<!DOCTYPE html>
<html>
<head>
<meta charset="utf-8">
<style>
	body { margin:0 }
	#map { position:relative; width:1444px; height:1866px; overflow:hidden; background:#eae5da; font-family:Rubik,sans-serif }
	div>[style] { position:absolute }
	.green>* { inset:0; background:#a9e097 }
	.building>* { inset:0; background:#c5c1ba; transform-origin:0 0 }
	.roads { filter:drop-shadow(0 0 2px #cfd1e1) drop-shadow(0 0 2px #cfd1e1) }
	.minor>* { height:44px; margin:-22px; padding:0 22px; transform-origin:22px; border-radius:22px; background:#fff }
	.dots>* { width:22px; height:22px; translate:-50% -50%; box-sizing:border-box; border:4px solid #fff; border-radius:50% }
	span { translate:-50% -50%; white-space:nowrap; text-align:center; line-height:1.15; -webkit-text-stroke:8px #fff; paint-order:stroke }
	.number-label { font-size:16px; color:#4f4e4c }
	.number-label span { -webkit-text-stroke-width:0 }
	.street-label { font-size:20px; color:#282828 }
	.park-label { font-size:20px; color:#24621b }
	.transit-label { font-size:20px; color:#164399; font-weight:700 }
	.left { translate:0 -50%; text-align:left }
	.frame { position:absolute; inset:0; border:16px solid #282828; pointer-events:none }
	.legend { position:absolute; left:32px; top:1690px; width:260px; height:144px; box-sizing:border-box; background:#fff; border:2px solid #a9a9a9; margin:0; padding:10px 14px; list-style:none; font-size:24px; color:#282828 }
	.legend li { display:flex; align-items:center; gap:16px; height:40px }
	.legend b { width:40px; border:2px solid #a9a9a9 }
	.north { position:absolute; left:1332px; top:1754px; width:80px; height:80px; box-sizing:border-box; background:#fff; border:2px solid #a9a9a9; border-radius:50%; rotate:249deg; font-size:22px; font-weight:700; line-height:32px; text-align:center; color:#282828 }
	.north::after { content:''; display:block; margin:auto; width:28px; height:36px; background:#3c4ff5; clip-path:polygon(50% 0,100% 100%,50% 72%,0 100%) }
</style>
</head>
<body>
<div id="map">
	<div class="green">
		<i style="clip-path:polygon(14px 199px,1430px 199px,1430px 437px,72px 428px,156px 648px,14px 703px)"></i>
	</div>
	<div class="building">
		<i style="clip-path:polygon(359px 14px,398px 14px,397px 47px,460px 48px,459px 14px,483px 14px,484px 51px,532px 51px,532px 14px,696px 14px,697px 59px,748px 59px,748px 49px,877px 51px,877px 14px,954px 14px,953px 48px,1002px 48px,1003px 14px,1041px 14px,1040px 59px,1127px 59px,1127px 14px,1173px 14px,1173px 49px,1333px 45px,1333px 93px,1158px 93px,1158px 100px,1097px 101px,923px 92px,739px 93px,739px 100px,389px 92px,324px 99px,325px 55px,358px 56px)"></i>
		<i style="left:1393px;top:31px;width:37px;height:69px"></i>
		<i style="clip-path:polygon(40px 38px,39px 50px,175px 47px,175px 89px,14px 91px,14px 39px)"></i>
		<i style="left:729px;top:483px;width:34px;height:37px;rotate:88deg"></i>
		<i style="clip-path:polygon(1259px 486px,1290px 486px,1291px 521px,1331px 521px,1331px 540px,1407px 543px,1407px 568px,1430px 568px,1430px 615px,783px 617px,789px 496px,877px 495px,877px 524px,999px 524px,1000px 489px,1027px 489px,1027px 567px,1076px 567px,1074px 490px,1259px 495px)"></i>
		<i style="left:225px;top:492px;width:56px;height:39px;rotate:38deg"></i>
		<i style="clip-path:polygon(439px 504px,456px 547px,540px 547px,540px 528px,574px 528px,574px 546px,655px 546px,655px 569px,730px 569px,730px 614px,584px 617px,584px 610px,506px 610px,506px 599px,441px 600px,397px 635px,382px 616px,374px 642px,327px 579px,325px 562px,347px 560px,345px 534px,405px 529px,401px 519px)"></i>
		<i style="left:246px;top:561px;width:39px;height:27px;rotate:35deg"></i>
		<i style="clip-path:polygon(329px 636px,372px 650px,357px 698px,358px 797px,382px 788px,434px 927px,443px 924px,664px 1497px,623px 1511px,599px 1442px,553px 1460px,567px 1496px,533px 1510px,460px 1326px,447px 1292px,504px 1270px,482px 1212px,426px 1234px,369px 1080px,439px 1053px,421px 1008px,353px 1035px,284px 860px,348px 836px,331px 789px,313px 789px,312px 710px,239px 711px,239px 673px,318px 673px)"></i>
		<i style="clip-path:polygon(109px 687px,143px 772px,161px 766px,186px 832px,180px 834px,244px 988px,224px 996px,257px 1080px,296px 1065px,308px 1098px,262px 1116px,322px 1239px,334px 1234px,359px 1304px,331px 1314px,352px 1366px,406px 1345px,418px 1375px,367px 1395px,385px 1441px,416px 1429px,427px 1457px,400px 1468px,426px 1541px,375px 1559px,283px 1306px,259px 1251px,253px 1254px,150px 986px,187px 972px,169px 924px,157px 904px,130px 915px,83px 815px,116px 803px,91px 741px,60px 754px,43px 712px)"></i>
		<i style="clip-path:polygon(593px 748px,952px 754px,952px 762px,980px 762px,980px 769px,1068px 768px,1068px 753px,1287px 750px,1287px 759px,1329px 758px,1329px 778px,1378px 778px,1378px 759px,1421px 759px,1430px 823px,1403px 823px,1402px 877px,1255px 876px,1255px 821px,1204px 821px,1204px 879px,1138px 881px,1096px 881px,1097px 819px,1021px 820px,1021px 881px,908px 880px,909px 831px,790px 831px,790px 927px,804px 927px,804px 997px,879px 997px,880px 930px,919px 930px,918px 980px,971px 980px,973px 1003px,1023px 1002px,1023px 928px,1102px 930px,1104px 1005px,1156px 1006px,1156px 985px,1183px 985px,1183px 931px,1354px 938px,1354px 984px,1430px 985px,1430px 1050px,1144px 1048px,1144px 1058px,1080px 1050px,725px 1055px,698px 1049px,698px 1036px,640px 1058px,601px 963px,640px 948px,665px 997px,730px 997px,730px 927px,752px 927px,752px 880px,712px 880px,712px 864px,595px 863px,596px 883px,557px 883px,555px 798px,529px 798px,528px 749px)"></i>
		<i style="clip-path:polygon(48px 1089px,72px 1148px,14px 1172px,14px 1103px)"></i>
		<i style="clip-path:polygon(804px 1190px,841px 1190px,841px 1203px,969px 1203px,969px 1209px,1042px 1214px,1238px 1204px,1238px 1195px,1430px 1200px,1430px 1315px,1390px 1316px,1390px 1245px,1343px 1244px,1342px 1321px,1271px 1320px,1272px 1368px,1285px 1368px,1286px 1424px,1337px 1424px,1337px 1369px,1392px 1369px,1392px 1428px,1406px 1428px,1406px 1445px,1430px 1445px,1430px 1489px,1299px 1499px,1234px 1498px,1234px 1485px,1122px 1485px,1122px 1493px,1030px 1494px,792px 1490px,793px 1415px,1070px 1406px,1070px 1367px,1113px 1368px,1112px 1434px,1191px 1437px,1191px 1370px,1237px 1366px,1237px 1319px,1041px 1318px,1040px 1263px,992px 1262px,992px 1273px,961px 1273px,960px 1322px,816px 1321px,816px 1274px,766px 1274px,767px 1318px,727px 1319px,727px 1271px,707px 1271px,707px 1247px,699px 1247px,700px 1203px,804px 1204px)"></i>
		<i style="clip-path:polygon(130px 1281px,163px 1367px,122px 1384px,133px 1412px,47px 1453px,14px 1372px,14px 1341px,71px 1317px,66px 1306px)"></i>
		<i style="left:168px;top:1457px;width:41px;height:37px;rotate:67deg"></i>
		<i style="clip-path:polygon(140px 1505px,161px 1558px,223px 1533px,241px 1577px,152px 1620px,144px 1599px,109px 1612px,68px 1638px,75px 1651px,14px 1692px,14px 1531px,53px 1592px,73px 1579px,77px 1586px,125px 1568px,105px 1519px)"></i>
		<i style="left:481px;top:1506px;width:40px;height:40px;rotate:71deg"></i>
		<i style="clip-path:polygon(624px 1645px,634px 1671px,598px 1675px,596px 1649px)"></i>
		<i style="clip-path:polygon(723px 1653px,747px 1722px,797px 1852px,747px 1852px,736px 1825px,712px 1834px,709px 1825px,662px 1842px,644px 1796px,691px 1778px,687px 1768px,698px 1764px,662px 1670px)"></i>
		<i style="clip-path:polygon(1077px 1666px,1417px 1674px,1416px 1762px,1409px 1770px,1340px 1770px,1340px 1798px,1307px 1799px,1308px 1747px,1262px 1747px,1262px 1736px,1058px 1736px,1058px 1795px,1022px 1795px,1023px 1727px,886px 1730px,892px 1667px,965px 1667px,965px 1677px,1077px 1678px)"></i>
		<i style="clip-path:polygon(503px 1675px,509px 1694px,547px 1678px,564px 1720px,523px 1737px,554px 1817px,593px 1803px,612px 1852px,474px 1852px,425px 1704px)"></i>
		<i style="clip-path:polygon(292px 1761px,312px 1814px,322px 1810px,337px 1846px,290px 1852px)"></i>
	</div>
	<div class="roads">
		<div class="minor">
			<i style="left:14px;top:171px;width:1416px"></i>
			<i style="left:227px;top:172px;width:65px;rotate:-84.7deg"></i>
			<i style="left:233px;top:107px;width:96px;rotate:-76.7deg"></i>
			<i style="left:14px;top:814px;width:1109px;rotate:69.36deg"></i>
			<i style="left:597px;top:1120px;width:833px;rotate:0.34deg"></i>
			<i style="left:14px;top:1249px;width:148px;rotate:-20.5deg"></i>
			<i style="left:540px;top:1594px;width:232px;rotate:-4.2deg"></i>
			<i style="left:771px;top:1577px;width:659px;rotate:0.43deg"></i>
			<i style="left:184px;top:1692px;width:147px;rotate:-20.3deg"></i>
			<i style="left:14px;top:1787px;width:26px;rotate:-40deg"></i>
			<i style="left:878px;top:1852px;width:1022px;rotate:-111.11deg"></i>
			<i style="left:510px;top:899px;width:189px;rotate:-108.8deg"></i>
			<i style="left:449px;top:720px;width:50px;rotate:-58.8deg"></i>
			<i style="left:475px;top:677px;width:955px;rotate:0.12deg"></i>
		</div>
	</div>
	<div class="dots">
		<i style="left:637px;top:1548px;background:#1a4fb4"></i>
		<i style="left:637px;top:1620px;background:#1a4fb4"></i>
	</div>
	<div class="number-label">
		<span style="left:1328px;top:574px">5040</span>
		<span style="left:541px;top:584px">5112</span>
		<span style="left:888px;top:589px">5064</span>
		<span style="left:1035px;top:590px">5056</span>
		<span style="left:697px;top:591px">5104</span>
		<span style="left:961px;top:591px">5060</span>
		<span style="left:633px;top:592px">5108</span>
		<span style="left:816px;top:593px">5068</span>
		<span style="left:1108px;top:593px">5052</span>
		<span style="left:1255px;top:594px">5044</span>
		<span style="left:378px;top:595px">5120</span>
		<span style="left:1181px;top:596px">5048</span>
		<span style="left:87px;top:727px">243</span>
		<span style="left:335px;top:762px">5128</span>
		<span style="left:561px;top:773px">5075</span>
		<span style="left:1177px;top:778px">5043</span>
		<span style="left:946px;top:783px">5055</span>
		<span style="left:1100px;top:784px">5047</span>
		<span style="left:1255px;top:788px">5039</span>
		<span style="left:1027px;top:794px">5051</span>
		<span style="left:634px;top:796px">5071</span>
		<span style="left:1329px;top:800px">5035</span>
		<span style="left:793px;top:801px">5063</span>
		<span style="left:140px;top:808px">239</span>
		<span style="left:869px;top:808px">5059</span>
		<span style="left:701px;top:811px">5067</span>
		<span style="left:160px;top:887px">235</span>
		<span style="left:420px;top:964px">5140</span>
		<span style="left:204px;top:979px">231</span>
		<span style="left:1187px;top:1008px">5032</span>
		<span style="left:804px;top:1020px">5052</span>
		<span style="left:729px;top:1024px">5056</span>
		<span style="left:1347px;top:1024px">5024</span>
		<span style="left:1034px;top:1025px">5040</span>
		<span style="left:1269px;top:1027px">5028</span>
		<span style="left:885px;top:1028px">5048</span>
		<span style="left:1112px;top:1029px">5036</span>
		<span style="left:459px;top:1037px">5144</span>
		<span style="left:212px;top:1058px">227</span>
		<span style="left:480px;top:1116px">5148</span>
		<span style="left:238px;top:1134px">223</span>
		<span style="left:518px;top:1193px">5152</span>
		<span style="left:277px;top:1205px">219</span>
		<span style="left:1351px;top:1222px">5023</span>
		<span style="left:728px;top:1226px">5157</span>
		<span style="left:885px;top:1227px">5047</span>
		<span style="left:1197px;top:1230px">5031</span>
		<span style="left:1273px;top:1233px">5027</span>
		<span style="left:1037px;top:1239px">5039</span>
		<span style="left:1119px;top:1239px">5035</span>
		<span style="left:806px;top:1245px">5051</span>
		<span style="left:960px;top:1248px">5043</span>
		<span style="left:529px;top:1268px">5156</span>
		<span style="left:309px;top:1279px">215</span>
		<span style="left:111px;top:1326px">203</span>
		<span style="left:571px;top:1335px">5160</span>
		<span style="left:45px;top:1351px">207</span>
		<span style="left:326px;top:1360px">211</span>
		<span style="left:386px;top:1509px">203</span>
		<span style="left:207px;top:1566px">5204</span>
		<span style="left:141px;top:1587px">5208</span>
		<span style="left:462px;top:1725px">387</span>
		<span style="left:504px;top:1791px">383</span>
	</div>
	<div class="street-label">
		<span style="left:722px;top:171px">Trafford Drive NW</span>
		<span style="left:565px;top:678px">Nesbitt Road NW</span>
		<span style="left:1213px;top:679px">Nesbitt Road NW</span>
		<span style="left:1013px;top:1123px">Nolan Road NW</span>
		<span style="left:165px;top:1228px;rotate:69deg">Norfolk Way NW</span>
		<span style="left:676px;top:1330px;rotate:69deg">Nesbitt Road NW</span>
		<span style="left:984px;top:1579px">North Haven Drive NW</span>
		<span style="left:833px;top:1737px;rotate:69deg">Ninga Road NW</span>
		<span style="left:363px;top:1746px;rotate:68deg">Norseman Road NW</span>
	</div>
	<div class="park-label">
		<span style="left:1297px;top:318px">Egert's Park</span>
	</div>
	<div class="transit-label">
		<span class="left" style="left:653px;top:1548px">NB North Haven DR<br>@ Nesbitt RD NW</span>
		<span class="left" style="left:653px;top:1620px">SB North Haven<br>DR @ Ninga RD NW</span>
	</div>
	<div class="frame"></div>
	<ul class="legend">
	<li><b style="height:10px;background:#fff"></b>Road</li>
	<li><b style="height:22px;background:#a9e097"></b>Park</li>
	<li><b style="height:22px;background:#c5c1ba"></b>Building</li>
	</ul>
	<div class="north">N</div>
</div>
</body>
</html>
● ● ● ●
Please go through the data above and copy each line containing the word "weight".

	.transit-label { font-size:20px; color:#164399; font-weight:700 }
	.north { position:absolute; left:1332px; top:1754px; width:80px; height:80px; box-sizing:border-box; background:#fff; border:2px solid #a9a9a9; border-radius:50%; rotate:249deg; font-size:22px; font-weight:700; line-height:32px; text-align:center; color:#282828 }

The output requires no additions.